実際、山林学校でも数学以外の成績はよかった。
ところが、その少年が数学だけは苦手で落第してしまった。
これはいったいどうしてであろうか。
静六少年ぐらいの素質と知的経験があれば、少なくとも落第はせずに済んだのではないか そう思う読者も少なくないだろう。
だが、どうやら漢文を学ぶ頭脳と、西洋文明を学ぶ頭脳とは、まったく別種のもののようなのである。
私は本多博士伝のこのくだりを読んで、すぐに連想したことがある。
それは夏目漱石の話である。
夏目漱石は子どものころから漢文が好きで、将来は漢学者になろうと思った時期もあった。
事実、漱石の漢詩は明治時代の漢詩文の中でも一等地を抜いている。
もし、彼が江戸時代に生まれていれば、ひとかどの漢学者になれたであろう。
だが、不幸なことに彼の生まれ育った時代は文明開化の時代であった。
これからの時代、漢文では身を立てられないという周囲の声もあり、彼は好きだった漢籍を諦め、英語を学ぶことにした。
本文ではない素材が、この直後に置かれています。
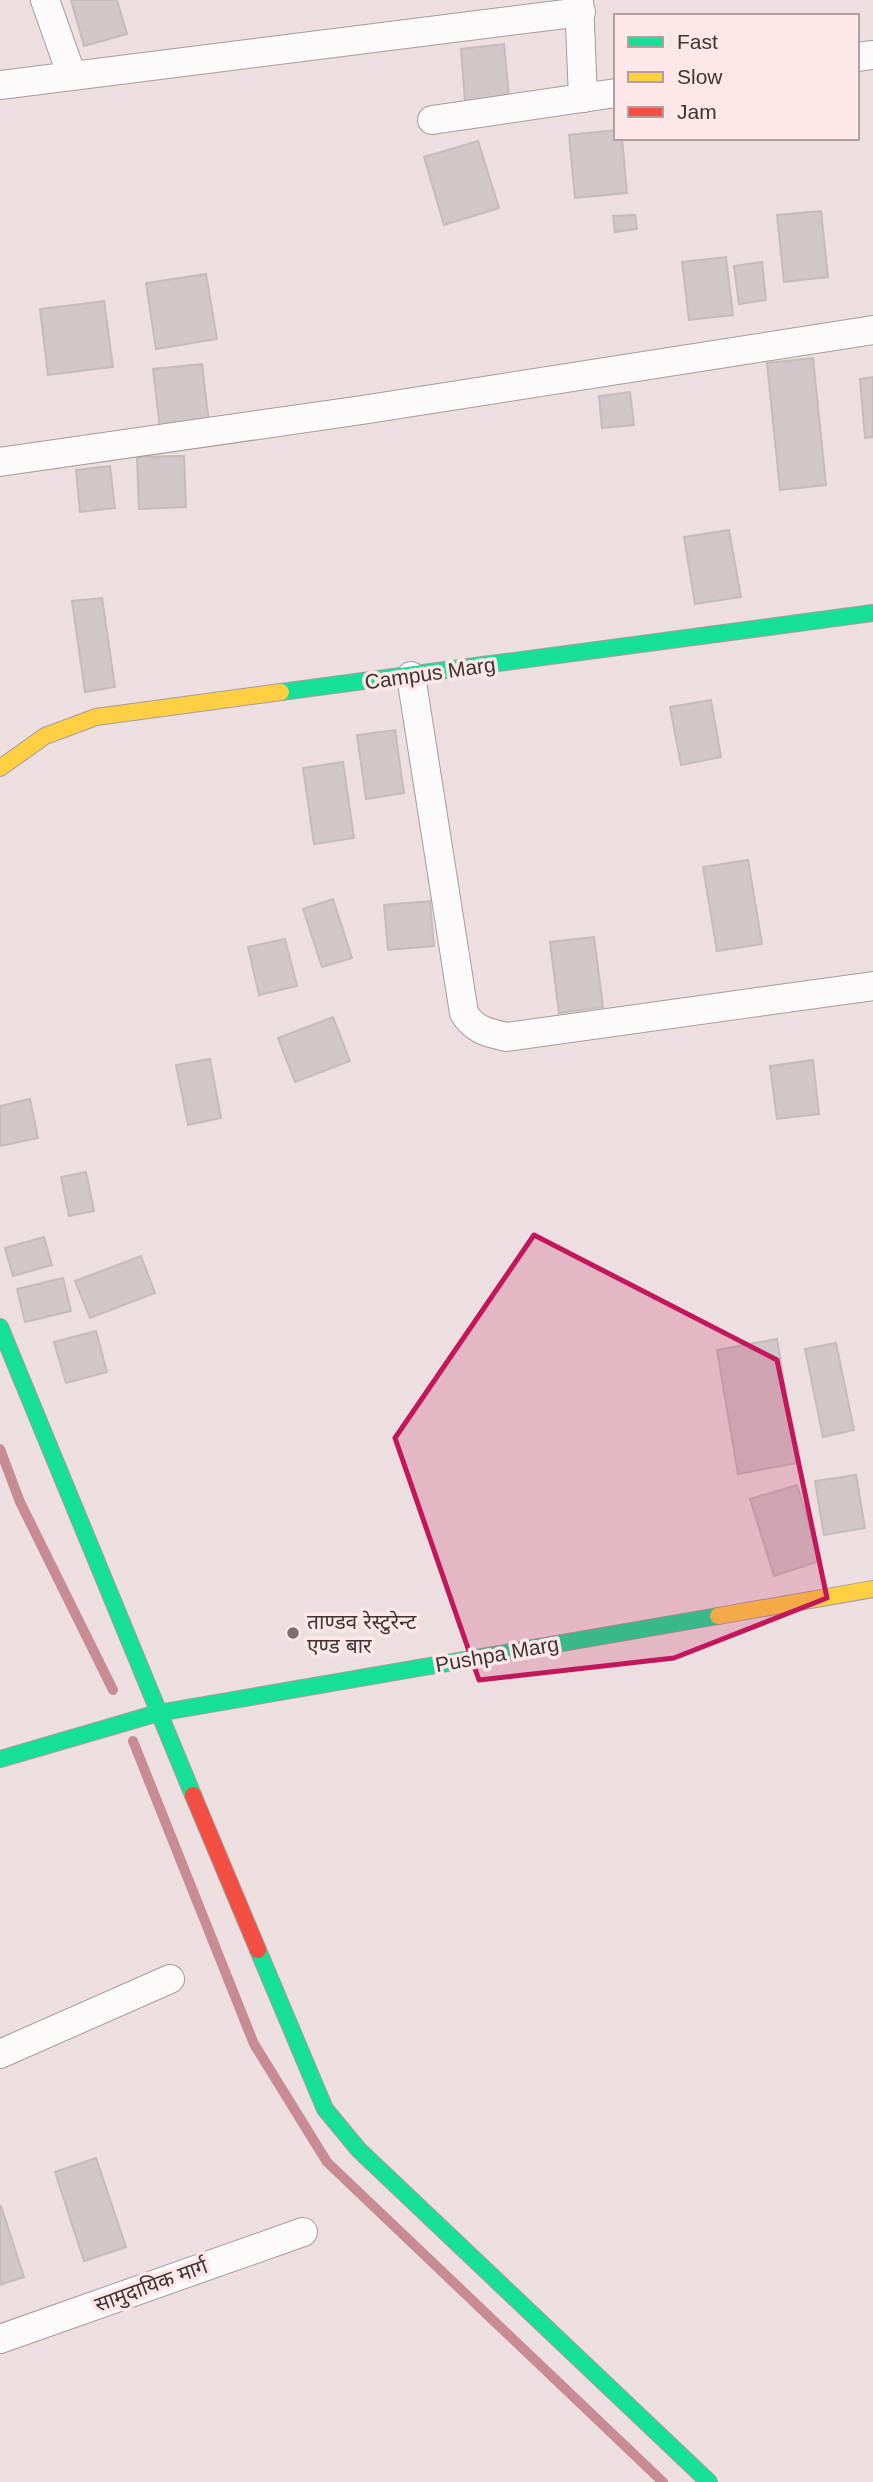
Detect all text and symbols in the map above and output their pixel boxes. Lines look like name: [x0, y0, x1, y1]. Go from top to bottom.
legend: [614, 14, 859, 140]
text: Fast: [677, 30, 718, 53]
text: Slow: [677, 65, 723, 88]
text: Jam: [677, 100, 717, 123]
street label: Campus Marg: [363, 652, 497, 694]
place label: ताण्डव रेस्टुरेन्ट एण्ड बार: [307, 1610, 417, 1657]
marker: ताण्डव रेस्टुरेन्ट एण्ड बार: [285, 1625, 301, 1641]
street label: Pushpa Marg: [433, 1632, 561, 1676]
street label: सामुदायिक मार्ग: [92, 2254, 212, 2318]

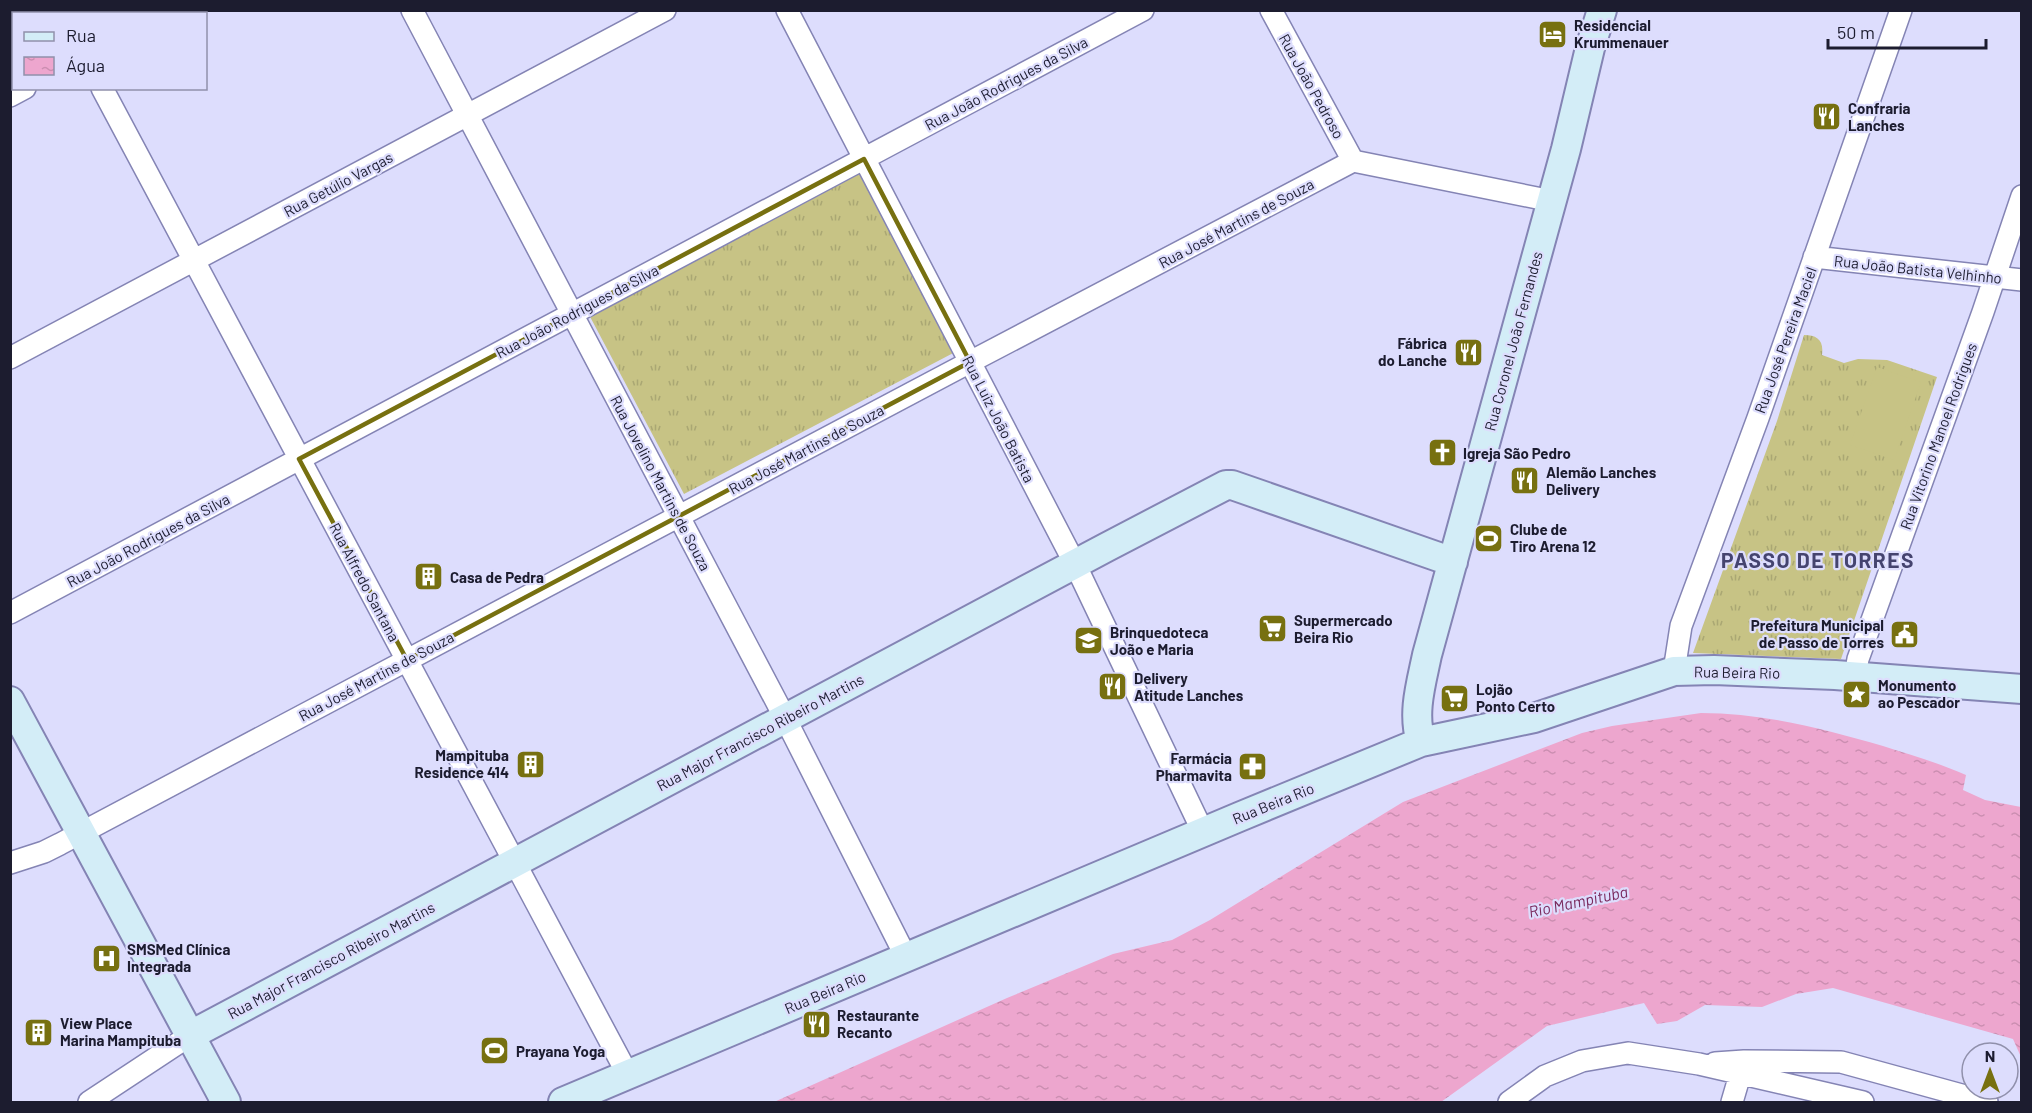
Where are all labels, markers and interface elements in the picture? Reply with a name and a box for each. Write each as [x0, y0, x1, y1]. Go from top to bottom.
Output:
legend [12, 12, 207, 90]
scale bar [1828, 12, 1986, 50]
place label: Residencial Krummenauer [1574, 16, 1669, 51]
hotel icon: Residencial Krummenauer [1537, 18, 1569, 50]
text: 50 m [1837, 21, 1875, 43]
text: Rua [66, 24, 96, 46]
street label: Rua João Pedroso [1276, 30, 1348, 142]
street label: Rua João Rodrigues da Silva [921, 32, 1091, 134]
text: Água [66, 54, 105, 76]
place label: Confraria Lanches [1848, 99, 1911, 134]
restaurant icon: Confraria Lanches [1811, 101, 1843, 133]
street label: Rua Getúlio Vargas [280, 148, 396, 220]
street label: Rua José Martins de Souza [1155, 174, 1317, 272]
street label: Rua Coronel João Fernandes [1480, 249, 1546, 433]
street label: Rua João Batista Velhinho [1833, 251, 2003, 287]
street label: Rua João Rodrigues da Silva [492, 260, 662, 362]
street label: Rua José Pereira Maciel [1750, 264, 1820, 416]
place label: Fábrica do Lanche [1378, 334, 1447, 369]
restaurant icon: Fábrica do Lanche [1452, 336, 1484, 368]
street label: Rua Vitorino Manoel Rodrigues [1896, 340, 1980, 532]
street label: Rua Luiz João Batista [959, 353, 1039, 485]
street label: Rua Jovelino Martins de Souza [607, 392, 715, 574]
street label: Rua José Martins de Souza [725, 400, 887, 498]
church icon: Igreja São Pedro [1426, 437, 1458, 469]
place label: Igreja São Pedro [1463, 444, 1571, 462]
place label: Alemão Lanches Delivery [1546, 463, 1657, 498]
restaurant icon: Alemão Lanches Delivery [1509, 465, 1541, 497]
street label: Rua João Rodrigues da Silva [63, 489, 233, 591]
street label: Rua Alfredo Santana [326, 520, 404, 644]
place label: Clube de Tiro Arena 12 [1510, 520, 1596, 555]
sports icon: Clube de Tiro Arena 12 [1473, 522, 1505, 554]
district label: PASSO DE TORRES [1721, 547, 1915, 572]
building icon: Casa de Pedra [413, 561, 445, 593]
place label: Casa de Pedra [450, 568, 544, 586]
place label: Supermercado Beira Rio [1294, 611, 1393, 646]
supermarket icon: Supermercado Beira Rio [1257, 613, 1289, 645]
place label: Prefeitura Municipal de Passo de Torres [1751, 616, 1884, 651]
public building icon: Prefeitura Municipal de Passo de Torres [1889, 618, 1921, 650]
place label: Brinquedoteca João e Maria [1110, 623, 1208, 658]
school or university icon: Brinquedoteca João e Maria [1073, 625, 1105, 657]
street label: Rua José Martins de Souza [295, 627, 457, 725]
street label: Rua Beira Rio [1694, 662, 1780, 682]
place label: Delivery Atitude Lanches [1134, 669, 1244, 704]
street label: Rua Major Francisco Ribeiro Martins [653, 670, 867, 794]
restaurant icon: Delivery Atitude Lanches [1097, 671, 1129, 703]
place label: Monumento ao Pescador [1878, 676, 1960, 711]
place icon: Monumento ao Pescador [1841, 678, 1873, 710]
place label: Lojão Ponto Certo [1476, 680, 1555, 715]
supermarket icon: Lojão Ponto Certo [1439, 682, 1471, 714]
place label: Mampituba Residence 414 [414, 746, 509, 781]
building icon: Mampituba Residence 414 [514, 748, 546, 780]
place label: Farmácia Pharmavita [1156, 749, 1232, 784]
pharmacy icon: Farmácia Pharmavita [1237, 751, 1269, 783]
street label: Rua Beira Rio [1230, 778, 1316, 828]
water label: Rio Mampituba [1527, 881, 1629, 921]
street label: Rua Major Francisco Ribeiro Martins [224, 898, 438, 1022]
place label: SMSMed Clínica Integrada [127, 940, 230, 975]
hospital icon: SMSMed Clínica Integrada [90, 942, 122, 974]
street label: Rua Beira Rio [782, 967, 868, 1017]
place label: Restaurante Recanto [837, 1006, 919, 1041]
restaurant icon: Restaurante Recanto [800, 1008, 832, 1040]
place label: View Place Marina Mampituba [60, 1014, 181, 1049]
building icon: View Place Marina Mampituba [23, 1016, 55, 1048]
sports icon: Prayana Yoga [479, 1035, 511, 1067]
north arrow [1960, 1041, 2020, 1101]
place label: Prayana Yoga [516, 1042, 605, 1060]
text: N [1985, 1046, 1995, 1065]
こうして、のちの文豪・漱石への第一歩が始まるわけだが、その漱石も静六青年と同じく、数学でつまずくのだ。
そこで漱石は持っていた漢籍をすべて始末する。
そして、もう一度、西洋の勉強を本気でやり直し、ついに文部省の派遣による最初のイギリス留学生に選ばれることになった。
西洋の学問をマスターするために、漢籍で培った教養をいったんすべて捨てる このようなパターンは、漱石や静六青年のみならず、
当時しばしばあったようである。
なぜ、このようなことが起きるかといえば、やはり漢文の性格が大きく関係しているのだろう。
詩でも文章でも、漢籍には深みがあって、学び始めると楽しくてしかたがない。
しかも、漢文を朗唱すると、実に気持ちがよく、酔ったような気分になるのである。
(略)
ところが、子どものころから漢文に親しみ過ぎていると、頭が西洋の学問を受け付けなくなるという弊害をもたらすのである。
東大の漢学教授だった島田篁村(こうそん)の息子に島田翰(かん)という男がいた。
この男は日本が産んだ最高の漢学の校勘(こうかん)学者と言われるぐらい、子どものころから漢籍のできた人であったが、とうとう東大にはいれなかった。
この人が大学を受けるころになって、東大文科の試験科目に数学が入ったからである。
(略)
ちなみに、東大に入れなかったという劣等感があったせいだろうか、島田翰はその後、国宝級の本を盗んだりと、いろいろと問題を起こした。
そして、最後には自殺してしまう。
(略)
これは個人の行き方にかぎった話ではない。
なぜ近代のアジアにおいて、日本だけがすんなり西洋化に成功し、清国や朝鮮が失敗したか これもまた、結局は漢学の問題と言えるかもしれない。
清国にしても、朝鮮にしても、そこでくらしていた人が日本人より愚かであったとはとうてい思えない。
だが、いくら賢くても頭からいったん漢学を抜かないかぎり、西洋文明は入ってこないのではないか。
そう思えてならない。
日本は頭の切り替えが比較的スムーズにできたが、清や朝鮮では時間がかかった。
そのために、これらの国は西洋列強の植民地になったり、あるいは国際政治の犠牲になったとも言える。